What needs to be done »
Lines in the listing below that hold "middle" are the ones to copy.
Segment Start: Excerpted data
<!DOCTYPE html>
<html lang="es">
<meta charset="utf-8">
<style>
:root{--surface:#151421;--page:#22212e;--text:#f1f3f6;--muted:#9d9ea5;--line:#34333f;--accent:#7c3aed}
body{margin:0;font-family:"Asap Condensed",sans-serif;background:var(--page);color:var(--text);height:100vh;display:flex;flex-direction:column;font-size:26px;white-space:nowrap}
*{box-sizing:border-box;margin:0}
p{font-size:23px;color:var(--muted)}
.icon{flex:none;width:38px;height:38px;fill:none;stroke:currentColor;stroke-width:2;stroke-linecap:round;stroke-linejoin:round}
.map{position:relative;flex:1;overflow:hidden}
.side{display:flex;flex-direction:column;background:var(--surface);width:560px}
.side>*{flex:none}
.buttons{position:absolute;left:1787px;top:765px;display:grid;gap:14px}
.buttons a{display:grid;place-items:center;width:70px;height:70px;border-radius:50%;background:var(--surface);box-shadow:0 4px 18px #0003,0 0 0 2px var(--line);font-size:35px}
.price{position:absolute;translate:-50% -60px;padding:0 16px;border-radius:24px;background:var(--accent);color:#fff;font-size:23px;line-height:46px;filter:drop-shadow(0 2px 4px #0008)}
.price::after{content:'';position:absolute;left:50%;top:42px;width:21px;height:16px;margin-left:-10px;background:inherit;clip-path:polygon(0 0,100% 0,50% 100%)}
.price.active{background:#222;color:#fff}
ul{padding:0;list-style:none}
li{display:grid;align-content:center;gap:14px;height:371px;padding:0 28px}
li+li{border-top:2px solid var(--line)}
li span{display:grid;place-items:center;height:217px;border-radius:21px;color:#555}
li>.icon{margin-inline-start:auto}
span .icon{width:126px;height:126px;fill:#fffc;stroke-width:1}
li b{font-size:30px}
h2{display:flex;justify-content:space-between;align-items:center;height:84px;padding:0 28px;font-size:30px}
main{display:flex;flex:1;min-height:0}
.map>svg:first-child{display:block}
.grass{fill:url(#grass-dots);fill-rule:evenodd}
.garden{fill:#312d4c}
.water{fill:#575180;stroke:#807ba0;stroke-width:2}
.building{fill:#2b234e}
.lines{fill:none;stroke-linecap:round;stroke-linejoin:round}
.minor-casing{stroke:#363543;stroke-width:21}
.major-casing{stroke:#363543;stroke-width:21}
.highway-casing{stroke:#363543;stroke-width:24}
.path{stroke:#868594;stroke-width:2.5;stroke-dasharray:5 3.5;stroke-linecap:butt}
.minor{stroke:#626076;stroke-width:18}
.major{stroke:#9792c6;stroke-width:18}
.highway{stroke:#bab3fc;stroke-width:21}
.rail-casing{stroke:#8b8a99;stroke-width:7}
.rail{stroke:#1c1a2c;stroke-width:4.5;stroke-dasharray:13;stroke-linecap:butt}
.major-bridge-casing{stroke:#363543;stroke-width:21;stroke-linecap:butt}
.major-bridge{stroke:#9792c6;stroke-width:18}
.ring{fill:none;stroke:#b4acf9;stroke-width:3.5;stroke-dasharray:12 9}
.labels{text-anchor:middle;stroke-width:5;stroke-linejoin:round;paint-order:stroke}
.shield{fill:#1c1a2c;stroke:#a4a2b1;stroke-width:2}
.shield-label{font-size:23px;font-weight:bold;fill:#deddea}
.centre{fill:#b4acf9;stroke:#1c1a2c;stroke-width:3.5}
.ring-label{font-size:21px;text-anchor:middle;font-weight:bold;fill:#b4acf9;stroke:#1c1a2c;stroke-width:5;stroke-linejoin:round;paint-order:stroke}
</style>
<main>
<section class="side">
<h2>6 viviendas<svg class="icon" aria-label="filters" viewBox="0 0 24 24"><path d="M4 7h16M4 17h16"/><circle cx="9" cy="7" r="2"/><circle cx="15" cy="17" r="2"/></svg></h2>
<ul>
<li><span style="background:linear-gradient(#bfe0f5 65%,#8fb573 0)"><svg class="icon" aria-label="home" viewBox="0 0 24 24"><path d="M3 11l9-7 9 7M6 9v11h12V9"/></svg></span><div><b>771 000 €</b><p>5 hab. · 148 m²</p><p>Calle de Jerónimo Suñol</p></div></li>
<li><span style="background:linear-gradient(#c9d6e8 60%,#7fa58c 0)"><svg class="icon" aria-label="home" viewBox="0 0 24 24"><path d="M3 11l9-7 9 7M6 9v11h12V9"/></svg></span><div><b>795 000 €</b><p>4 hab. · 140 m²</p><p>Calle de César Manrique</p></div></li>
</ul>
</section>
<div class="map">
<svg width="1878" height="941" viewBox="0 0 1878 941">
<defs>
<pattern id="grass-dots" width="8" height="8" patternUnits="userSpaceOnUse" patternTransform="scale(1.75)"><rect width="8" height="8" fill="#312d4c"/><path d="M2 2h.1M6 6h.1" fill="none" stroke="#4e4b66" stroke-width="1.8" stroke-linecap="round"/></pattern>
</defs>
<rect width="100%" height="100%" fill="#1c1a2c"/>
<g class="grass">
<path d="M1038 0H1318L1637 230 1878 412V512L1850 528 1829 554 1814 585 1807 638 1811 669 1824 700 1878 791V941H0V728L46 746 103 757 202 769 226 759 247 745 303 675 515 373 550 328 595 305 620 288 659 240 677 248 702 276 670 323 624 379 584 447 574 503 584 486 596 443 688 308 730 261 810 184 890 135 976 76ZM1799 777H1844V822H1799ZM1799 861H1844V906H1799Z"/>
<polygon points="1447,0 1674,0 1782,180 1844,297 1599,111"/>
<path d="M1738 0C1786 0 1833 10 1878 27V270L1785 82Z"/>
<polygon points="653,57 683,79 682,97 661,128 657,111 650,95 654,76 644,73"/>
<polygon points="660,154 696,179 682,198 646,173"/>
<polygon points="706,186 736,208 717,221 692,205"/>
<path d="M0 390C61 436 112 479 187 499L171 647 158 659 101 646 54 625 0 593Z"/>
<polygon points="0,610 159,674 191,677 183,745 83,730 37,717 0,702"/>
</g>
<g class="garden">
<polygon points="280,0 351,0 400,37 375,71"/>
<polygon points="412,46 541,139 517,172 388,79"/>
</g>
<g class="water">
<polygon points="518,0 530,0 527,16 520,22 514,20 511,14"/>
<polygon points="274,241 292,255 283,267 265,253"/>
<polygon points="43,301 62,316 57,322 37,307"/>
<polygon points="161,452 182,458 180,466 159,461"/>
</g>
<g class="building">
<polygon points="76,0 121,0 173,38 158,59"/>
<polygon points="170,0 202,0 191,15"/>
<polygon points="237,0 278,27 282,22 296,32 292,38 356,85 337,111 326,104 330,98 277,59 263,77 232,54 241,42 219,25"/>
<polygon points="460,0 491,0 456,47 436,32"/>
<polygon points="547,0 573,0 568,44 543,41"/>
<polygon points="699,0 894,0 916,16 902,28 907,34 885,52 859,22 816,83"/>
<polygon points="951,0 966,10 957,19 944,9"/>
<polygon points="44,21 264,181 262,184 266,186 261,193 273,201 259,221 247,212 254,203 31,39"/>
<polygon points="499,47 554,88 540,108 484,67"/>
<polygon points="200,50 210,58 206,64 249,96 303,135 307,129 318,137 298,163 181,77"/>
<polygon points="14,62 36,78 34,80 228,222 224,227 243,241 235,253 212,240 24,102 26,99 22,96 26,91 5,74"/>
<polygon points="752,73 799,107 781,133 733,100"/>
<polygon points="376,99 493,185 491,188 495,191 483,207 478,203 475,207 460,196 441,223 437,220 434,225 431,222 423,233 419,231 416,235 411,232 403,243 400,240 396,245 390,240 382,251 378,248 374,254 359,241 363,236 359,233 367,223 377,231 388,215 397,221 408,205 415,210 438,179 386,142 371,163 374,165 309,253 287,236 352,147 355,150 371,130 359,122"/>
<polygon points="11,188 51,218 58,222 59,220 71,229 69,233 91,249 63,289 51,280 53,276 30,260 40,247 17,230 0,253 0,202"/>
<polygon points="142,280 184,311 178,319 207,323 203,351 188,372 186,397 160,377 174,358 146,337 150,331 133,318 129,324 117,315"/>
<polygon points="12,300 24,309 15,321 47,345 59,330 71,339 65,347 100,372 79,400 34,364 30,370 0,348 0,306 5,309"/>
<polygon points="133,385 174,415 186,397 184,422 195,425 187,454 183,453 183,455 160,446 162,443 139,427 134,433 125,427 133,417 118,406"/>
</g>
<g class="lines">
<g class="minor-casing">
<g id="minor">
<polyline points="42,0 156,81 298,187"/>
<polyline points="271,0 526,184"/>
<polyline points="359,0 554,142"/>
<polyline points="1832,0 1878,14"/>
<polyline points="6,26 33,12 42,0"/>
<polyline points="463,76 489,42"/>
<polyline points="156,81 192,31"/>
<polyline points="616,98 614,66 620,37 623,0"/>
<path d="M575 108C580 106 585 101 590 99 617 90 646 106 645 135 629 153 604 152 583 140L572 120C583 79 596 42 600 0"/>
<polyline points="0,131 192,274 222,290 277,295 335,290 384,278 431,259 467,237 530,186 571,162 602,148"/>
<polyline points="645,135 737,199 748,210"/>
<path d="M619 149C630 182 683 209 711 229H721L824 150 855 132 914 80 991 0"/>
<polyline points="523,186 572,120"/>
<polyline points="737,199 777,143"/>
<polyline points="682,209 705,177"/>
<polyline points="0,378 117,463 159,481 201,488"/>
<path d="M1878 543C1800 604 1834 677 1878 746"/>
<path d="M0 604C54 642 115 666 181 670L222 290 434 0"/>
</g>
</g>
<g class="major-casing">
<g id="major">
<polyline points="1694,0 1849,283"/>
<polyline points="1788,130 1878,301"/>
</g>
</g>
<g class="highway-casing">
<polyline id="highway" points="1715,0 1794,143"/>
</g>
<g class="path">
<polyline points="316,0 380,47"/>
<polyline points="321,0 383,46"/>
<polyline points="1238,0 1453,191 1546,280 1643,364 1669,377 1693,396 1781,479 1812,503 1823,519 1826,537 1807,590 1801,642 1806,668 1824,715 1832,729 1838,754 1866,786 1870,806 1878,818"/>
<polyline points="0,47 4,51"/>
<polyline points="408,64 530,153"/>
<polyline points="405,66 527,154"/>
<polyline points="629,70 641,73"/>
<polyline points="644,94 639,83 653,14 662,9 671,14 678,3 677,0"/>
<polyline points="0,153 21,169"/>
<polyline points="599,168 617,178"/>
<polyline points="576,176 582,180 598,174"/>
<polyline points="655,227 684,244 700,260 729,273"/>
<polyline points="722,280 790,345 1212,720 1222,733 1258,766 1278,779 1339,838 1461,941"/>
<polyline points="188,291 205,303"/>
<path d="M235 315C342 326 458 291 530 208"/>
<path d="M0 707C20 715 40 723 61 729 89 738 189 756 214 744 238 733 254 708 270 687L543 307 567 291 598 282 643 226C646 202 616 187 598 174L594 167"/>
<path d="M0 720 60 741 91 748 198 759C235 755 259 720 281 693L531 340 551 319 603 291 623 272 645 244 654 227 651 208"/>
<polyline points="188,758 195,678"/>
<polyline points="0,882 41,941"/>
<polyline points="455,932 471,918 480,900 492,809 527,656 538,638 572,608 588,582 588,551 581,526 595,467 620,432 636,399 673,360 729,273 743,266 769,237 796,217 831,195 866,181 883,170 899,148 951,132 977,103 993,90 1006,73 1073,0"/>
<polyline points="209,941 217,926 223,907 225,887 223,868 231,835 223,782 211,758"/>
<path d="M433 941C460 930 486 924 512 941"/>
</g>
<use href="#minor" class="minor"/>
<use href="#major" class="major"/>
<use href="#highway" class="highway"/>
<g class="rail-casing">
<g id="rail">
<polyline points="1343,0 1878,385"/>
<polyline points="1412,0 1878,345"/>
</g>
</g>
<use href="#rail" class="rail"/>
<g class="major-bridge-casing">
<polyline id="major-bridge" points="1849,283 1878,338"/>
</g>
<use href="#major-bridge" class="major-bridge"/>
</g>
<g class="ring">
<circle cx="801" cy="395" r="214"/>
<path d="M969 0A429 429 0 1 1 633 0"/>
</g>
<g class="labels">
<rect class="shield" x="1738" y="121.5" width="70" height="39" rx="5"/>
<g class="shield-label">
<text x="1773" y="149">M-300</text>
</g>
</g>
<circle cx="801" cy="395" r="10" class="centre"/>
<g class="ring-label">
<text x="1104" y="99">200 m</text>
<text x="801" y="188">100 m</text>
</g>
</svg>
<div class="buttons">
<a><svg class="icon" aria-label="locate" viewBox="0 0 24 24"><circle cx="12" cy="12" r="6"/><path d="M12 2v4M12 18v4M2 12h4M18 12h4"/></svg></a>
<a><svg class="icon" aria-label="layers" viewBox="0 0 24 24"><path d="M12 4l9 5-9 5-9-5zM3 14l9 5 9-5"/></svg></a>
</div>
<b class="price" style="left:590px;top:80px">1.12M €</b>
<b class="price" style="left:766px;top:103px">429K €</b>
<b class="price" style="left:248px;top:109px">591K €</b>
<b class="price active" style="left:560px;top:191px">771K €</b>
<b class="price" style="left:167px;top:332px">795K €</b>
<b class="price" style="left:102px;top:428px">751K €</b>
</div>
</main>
Segment End: Excerpted data
Response for this exercise »
.labels{text-anchor:middle;stroke-width:5;stroke-linejoin:round;paint-order:stroke}
.ring-label{font-size:21px;text-anchor:middle;font-weight:bold;fill:#b4acf9;stroke:#1c1a2c;stroke-width:5;stroke-linejoin:round;paint-order:stroke}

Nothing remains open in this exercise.